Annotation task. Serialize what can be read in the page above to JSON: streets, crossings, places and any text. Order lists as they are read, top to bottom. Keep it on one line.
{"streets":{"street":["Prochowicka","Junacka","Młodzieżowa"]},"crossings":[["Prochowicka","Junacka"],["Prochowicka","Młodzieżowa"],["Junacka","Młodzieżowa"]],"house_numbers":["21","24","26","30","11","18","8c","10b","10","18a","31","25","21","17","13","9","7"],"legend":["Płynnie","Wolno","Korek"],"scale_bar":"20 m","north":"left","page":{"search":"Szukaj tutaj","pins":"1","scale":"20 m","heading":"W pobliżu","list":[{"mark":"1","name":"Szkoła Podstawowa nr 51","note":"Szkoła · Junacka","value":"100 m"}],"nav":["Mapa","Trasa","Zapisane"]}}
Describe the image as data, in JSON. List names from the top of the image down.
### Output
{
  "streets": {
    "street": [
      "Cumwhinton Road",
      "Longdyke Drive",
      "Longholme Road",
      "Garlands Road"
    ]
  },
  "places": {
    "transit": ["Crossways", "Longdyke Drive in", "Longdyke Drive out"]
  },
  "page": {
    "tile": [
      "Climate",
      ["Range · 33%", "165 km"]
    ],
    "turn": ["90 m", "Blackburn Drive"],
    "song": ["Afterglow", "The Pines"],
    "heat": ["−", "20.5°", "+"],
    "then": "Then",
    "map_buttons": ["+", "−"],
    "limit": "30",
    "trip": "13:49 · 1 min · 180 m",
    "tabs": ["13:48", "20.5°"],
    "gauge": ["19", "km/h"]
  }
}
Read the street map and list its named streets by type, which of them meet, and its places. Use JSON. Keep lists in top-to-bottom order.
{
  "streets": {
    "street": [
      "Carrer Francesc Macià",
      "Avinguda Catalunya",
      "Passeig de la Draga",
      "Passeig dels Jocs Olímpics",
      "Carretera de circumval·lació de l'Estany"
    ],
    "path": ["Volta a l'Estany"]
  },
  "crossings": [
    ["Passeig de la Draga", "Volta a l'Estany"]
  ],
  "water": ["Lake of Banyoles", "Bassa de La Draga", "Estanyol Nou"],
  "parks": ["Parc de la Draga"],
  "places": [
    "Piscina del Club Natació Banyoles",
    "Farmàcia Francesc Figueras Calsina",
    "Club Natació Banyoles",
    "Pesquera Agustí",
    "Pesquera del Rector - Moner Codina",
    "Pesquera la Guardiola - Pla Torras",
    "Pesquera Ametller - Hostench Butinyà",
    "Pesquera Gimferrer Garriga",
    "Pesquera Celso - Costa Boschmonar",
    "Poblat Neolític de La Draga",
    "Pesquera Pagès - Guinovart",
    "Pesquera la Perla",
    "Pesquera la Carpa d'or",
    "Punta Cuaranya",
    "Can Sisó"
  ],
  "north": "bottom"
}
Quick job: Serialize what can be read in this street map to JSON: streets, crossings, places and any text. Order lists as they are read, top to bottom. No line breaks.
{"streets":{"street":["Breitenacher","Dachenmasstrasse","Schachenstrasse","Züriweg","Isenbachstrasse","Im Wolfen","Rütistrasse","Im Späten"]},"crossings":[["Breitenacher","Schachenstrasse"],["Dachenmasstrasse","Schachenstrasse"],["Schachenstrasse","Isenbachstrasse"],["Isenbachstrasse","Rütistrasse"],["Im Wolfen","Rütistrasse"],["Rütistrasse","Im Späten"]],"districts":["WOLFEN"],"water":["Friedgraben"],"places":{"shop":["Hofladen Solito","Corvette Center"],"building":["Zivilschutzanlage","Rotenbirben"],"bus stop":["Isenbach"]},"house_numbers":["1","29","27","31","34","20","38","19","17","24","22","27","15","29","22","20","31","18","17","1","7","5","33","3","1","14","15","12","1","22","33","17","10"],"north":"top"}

• _Activity_: The full listing needs to be output again, exactly as it reads.

• _Response to the task_:
Annotation task. Serialize what can be read in the page above to JSON: streets, crossings, places and any text. Order lists as they are read, top to bottom. Keep it on one line.
{"streets":{"street":["Prochowicka","Junacka","Młodzieżowa"]},"crossings":[["Prochowicka","Junacka"],["Prochowicka","Młodzieżowa"],["Junacka","Młodzieżowa"]],"house_numbers":["21","24","26","30","11","18","8c","10b","10","18a","31","25","21","17","13","9","7"],"legend":["Płynnie","Wolno","Korek"],"scale_bar":"20 m","north":"left","page":{"search":"Szukaj tutaj","pins":"1","scale":"20 m","heading":"W pobliżu","list":[{"mark":"1","name":"Szkoła Podstawowa nr 51","note":"Szkoła · Junacka","value":"100 m"}],"nav":["Mapa","Trasa","Zapisane"]}}
Describe the image as data, in JSON. List names from the top of the image down.
### Output
{
  "streets": {
    "street": [
      "Cumwhinton Road",
      "Longdyke Drive",
      "Longholme Road",
      "Garlands Road"
    ]
  },
  "places": {
    "transit": ["Crossways", "Longdyke Drive in", "Longdyke Drive out"]
  },
  "page": {
    "tile": [
      "Climate",
      ["Range · 33%", "165 km"]
    ],
    "turn": ["90 m", "Blackburn Drive"],
    "song": ["Afterglow", "The Pines"],
    "heat": ["−", "20.5°", "+"],
    "then": "Then",
    "map_buttons": ["+", "−"],
    "limit": "30",
    "trip": "13:49 · 1 min · 180 m",
    "tabs": ["13:48", "20.5°"],
    "gauge": ["19", "km/h"]
  }
}
Read the street map and list its named streets by type, which of them meet, and its places. Use JSON. Keep lists in top-to-bottom order.
{
  "streets": {
    "street": [
      "Carrer Francesc Macià",
      "Avinguda Catalunya",
      "Passeig de la Draga",
      "Passeig dels Jocs Olímpics",
      "Carretera de circumval·lació de l'Estany"
    ],
    "path": ["Volta a l'Estany"]
  },
  "crossings": [
    ["Passeig de la Draga", "Volta a l'Estany"]
  ],
  "water": ["Lake of Banyoles", "Bassa de La Draga", "Estanyol Nou"],
  "parks": ["Parc de la Draga"],
  "places": [
    "Piscina del Club Natació Banyoles",
    "Farmàcia Francesc Figueras Calsina",
    "Club Natació Banyoles",
    "Pesquera Agustí",
    "Pesquera del Rector - Moner Codina",
    "Pesquera la Guardiola - Pla Torras",
    "Pesquera Ametller - Hostench Butinyà",
    "Pesquera Gimferrer Garriga",
    "Pesquera Celso - Costa Boschmonar",
    "Poblat Neolític de La Draga",
    "Pesquera Pagès - Guinovart",
    "Pesquera la Perla",
    "Pesquera la Carpa d'or",
    "Punta Cuaranya",
    "Can Sisó"
  ],
  "north": "bottom"
}
Quick job: Serialize what can be read in this street map to JSON: streets, crossings, places and any text. Order lists as they are read, top to bottom. No line breaks.
{"streets":{"street":["Breitenacher","Dachenmasstrasse","Schachenstrasse","Züriweg","Isenbachstrasse","Im Wolfen","Rütistrasse","Im Späten"]},"crossings":[["Breitenacher","Schachenstrasse"],["Dachenmasstrasse","Schachenstrasse"],["Schachenstrasse","Isenbachstrasse"],["Isenbachstrasse","Rütistrasse"],["Im Wolfen","Rütistrasse"],["Rütistrasse","Im Späten"]],"districts":["WOLFEN"],"water":["Friedgraben"],"places":{"shop":["Hofladen Solito","Corvette Center"],"building":["Zivilschutzanlage","Rotenbirben"],"bus stop":["Isenbach"]},"house_numbers":["1","29","27","31","34","20","38","19","17","24","22","27","15","29","22","20","31","18","17","1","7","5","33","3","1","14","15","12","1","22","33","17","10"],"north":"top"}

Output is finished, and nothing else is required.